A live webcast of the company's R&D Day will begin today at 1:00 p.m. EDT (6:00 p.m. BST). The webcast will be available on the Investors tab of the company's website at www.alkermes.com. To ensure a timely connection to the webcast, it is recommended that users register 15 minutes prior to the scheduled webcast. This webcast will be archived on Alkermes' website for one month.

About Alkermes plc

Alkermes plc is a fully integrated, global biopharmaceutical company that applies its scientific expertise and proprietary technologies to develop innovative medicines that improve patient outcomes. The company has a diversified portfolio of more than 20 commercial drug products and a substantial clinical pipeline of product candidates that address central nervous system (CNS) disorders such as addiction, schizophrenia and depression. Headquartered in Dublin, Ireland, Alkermes plc has an R&D center in Waltham, Massachusetts; a research and manufacturing facility in Athlone, Ireland; and manufacturing facilities in Gainesville, Georgia and Wilmington, Ohio. For more information, please visit Alkermes' website at www.alkermes.com.

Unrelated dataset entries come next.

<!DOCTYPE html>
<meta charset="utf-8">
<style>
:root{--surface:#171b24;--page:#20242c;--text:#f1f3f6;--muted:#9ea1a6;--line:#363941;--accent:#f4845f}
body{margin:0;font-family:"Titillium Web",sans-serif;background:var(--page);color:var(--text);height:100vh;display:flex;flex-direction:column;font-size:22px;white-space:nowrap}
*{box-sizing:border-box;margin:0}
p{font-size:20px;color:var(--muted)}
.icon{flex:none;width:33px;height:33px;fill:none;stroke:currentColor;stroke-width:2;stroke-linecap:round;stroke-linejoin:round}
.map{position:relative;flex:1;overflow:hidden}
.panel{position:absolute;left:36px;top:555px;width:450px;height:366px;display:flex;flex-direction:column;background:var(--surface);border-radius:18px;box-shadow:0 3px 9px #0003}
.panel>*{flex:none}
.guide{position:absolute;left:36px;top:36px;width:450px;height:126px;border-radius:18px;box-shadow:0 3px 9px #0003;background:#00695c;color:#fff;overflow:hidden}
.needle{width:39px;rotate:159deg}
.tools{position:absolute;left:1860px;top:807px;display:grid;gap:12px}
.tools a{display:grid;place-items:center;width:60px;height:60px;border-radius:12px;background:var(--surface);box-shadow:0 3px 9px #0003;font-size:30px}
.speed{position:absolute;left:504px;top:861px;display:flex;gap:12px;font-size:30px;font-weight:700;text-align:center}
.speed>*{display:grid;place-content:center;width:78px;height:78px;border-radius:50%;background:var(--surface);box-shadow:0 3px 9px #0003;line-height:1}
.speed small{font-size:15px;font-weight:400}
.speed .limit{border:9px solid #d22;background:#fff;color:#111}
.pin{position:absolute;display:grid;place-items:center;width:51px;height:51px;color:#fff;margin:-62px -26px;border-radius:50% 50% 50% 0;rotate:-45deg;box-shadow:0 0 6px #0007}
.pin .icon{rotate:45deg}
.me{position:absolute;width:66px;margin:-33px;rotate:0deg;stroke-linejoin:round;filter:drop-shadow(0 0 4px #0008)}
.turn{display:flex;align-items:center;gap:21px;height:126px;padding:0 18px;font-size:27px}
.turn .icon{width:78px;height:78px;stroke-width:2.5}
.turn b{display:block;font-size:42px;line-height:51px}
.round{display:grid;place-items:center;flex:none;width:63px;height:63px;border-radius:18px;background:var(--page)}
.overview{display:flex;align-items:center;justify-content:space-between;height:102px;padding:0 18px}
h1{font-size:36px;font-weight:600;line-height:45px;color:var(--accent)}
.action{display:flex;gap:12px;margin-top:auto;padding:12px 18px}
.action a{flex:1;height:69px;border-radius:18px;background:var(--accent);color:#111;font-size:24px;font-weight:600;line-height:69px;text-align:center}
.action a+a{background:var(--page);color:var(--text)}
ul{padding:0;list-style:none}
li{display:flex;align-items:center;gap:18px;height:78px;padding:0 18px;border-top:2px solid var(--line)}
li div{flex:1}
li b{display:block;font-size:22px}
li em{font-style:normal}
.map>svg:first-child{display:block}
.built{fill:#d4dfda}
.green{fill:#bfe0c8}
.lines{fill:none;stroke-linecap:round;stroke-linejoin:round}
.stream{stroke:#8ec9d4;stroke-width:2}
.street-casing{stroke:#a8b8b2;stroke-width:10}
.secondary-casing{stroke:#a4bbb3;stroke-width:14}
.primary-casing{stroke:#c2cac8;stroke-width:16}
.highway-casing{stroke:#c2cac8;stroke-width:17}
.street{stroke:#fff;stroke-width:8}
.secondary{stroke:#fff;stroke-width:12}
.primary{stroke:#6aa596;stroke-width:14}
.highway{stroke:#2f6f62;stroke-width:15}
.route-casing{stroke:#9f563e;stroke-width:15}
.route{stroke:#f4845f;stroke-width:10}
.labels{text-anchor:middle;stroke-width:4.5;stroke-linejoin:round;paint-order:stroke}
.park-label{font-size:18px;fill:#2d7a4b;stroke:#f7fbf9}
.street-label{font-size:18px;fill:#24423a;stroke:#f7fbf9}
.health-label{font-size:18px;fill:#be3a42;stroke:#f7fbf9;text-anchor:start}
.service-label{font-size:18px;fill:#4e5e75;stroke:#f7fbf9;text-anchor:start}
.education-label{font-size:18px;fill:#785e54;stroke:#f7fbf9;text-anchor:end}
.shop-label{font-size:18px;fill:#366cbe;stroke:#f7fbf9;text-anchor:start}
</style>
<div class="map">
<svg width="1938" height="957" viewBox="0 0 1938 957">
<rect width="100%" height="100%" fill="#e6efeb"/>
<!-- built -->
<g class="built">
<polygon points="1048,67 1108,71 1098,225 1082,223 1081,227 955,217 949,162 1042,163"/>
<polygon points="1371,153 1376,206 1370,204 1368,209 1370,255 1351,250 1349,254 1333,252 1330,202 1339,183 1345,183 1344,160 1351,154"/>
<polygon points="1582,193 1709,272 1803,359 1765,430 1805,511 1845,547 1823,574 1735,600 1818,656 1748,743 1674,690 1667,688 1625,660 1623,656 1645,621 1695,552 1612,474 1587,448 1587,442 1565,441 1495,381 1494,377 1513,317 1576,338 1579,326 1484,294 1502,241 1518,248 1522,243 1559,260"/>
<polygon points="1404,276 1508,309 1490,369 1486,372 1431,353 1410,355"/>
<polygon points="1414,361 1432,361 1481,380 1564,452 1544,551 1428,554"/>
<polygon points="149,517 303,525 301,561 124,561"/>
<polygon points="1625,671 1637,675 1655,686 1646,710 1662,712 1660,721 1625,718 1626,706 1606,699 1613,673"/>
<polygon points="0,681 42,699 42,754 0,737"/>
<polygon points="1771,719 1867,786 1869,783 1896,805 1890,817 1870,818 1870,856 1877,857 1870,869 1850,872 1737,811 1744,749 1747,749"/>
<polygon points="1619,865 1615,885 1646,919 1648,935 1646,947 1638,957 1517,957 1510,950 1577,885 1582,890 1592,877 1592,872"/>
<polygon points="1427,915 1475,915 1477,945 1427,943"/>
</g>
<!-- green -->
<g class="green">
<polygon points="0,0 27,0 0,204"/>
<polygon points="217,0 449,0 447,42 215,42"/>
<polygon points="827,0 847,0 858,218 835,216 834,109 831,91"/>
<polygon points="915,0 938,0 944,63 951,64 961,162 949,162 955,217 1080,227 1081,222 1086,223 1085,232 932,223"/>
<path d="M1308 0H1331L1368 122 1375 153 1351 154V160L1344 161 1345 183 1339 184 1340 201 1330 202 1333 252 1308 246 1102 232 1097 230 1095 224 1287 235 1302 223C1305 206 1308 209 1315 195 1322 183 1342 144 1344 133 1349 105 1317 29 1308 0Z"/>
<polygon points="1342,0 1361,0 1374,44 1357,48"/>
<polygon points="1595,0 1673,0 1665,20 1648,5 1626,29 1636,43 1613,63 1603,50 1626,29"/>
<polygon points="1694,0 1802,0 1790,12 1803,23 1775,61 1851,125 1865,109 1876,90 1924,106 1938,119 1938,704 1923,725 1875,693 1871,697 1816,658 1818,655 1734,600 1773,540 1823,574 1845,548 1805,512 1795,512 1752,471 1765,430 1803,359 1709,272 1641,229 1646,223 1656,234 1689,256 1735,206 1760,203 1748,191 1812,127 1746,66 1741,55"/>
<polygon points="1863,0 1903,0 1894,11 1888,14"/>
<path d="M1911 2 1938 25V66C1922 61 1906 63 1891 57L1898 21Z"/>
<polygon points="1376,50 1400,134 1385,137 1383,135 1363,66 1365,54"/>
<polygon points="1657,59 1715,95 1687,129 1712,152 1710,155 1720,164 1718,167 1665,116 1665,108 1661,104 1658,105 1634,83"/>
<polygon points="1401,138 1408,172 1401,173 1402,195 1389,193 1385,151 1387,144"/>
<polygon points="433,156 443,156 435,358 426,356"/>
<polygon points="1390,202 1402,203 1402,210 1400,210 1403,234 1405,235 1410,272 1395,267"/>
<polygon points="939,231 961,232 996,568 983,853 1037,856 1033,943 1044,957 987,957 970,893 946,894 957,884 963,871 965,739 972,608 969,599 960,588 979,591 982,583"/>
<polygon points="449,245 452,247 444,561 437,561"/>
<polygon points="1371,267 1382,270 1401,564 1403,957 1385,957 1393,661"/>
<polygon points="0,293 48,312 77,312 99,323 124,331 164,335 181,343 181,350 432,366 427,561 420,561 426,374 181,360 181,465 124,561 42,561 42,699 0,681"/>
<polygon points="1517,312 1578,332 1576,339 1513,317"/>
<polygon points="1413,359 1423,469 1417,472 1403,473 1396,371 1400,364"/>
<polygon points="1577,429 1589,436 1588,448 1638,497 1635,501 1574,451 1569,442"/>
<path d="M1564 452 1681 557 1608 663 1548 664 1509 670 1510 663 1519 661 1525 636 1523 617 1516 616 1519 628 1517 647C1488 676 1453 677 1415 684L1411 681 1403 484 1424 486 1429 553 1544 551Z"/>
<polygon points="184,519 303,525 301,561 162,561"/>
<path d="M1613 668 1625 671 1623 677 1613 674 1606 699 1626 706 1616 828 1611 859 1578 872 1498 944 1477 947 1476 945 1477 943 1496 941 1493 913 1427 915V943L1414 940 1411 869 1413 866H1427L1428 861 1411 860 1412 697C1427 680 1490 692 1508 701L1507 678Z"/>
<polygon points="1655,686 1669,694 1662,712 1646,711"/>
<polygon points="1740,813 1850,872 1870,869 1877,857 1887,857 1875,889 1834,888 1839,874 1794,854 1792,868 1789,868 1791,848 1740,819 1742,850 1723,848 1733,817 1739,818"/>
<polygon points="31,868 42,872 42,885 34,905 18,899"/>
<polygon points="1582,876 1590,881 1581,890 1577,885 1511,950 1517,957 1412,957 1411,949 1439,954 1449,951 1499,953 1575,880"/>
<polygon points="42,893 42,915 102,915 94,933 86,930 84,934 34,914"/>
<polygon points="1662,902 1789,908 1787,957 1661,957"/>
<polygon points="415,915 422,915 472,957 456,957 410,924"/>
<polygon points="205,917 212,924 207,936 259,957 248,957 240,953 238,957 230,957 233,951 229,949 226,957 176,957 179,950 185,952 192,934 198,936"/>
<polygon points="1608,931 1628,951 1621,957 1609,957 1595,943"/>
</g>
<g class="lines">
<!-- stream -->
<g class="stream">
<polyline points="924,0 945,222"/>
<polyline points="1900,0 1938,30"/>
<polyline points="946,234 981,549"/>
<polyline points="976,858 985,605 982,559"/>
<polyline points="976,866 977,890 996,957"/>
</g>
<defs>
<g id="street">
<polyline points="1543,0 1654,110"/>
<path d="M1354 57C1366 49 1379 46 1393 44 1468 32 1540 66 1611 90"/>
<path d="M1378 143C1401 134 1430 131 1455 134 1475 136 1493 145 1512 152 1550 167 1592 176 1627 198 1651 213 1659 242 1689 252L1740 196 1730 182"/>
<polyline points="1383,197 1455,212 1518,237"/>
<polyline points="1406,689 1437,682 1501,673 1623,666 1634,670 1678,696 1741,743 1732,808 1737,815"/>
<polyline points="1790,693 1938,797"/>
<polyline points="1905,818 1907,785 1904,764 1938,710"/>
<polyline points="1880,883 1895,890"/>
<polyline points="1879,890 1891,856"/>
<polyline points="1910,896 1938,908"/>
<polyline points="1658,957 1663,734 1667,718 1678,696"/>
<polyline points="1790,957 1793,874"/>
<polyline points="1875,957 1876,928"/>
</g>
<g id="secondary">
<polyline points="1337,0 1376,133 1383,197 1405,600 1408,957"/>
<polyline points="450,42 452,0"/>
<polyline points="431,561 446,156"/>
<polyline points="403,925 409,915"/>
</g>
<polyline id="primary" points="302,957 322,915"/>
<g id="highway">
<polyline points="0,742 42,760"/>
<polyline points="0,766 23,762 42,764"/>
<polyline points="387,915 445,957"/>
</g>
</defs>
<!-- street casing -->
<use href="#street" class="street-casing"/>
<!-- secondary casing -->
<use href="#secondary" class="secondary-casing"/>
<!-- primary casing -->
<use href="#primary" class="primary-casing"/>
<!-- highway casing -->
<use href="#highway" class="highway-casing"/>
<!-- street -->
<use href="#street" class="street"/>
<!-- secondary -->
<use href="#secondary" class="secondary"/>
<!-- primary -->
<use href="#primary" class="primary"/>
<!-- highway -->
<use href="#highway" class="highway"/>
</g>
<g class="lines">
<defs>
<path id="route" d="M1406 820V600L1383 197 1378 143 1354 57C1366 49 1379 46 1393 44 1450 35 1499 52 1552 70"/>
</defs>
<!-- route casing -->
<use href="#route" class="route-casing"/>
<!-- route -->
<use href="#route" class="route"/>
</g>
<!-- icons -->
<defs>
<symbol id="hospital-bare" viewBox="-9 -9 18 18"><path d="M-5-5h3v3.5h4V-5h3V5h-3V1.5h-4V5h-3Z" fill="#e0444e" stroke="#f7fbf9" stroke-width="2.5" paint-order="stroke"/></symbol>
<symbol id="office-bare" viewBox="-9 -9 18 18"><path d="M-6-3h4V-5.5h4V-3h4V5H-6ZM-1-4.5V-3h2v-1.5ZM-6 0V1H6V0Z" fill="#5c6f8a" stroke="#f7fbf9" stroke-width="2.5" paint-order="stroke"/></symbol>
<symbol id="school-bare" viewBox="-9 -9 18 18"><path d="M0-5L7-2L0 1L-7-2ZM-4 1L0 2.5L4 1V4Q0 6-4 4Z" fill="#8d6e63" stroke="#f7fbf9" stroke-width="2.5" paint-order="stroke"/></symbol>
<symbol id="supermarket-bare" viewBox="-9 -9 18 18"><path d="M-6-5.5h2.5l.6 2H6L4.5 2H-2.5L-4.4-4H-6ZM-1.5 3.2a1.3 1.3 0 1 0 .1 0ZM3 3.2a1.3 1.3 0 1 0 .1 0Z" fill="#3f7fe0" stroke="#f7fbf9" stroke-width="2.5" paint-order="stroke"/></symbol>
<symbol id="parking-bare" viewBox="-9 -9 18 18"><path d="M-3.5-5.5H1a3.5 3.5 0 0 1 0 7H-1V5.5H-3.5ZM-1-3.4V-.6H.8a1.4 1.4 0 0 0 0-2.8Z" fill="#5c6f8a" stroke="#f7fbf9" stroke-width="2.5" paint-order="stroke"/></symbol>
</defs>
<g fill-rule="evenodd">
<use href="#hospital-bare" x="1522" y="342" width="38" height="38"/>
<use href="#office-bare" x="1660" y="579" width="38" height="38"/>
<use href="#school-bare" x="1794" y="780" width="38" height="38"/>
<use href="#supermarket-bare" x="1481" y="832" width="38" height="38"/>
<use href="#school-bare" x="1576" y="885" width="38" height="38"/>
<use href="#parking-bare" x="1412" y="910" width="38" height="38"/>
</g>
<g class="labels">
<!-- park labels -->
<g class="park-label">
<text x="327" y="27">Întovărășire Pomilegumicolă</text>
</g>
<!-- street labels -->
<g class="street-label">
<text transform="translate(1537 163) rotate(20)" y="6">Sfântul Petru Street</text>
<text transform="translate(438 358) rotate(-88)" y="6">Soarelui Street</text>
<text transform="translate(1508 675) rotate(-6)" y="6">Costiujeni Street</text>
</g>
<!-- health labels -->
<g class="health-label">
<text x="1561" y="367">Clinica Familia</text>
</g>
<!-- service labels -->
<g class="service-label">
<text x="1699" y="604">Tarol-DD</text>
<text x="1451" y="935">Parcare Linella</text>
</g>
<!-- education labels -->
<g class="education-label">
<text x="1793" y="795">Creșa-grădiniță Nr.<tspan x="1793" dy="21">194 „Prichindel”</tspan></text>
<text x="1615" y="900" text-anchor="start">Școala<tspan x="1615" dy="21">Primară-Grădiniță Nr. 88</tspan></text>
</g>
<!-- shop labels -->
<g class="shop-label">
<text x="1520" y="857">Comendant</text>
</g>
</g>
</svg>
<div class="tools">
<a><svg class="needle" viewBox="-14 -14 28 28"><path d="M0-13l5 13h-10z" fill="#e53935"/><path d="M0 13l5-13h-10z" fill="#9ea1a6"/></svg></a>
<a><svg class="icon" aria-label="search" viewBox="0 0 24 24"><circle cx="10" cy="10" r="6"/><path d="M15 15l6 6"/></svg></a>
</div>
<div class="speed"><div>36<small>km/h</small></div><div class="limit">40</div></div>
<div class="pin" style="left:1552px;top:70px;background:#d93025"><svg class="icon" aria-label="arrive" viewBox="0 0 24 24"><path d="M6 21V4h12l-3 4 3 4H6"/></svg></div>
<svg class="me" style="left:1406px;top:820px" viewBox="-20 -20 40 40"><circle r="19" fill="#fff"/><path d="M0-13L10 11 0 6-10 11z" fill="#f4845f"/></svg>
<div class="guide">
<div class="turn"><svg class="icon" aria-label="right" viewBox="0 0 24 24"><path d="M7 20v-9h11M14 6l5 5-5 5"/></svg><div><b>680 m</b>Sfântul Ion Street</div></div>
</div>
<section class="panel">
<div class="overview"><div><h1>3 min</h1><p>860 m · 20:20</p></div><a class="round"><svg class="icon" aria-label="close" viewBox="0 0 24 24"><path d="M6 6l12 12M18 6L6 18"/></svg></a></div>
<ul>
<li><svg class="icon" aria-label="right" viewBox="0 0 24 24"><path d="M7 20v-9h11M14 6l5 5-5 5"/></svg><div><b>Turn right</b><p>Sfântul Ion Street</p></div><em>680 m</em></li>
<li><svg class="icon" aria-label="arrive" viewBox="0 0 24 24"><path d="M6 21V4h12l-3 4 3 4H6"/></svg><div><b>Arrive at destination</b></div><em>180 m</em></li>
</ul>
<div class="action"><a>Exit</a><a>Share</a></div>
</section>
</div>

Note Regarding Forward-Looking Statements

Certain statements set forth in this press release constitute "forward-looking statements" within the meaning of the Private Securities Litigation Reform Act of 1995, including, but not limited to statements concerning: the therapeutic value, clinical development plans, and commercial potential of the company's products, including ALKS 3831, ALKS 7106, RDB 1419 and the MMF prodrug program. You are cautioned that forward-looking statements are inherently uncertain. Although the company believes that such statements are based on reasonable assumptions within the bounds of its knowledge of its business and operations, the forward-looking statements are neither promises nor guarantees and they are necessarily subject to a high degree of uncertainty and risk. Actual performance and results may differ materially from those projected or suggested in the forward-looking statements due to various risks and uncertainties. These risks and uncertainties include, among others: clinical trials of our products may be unsuccessful or not initiated or conducted in a timely manner; our products may not show sufficient therapeutic effects or acceptable safety profiles; adverse decisions by regulatory authorities; existing clinical and preclinical data with respect to our products may not be indicative of future clinical or commercial results; and our inability to manufacture successfully our products; and those risks described in the Alkermes plc Annual Report on Form 10-K and Form 10-K/A for the year ended March 31, 2013, and in other filings made by the company with the U.S. Securities and Exchange Commission (SEC), which are available at the SEC's website at www.sec.gov. The information contained in this press release is provided by the company as of the date hereof, and, except as required by law, the company disclaims any intention or responsibility for updating any forward-looking information contained in this press release.

TECFIDERA® is a registered trademark of Biogen Idec.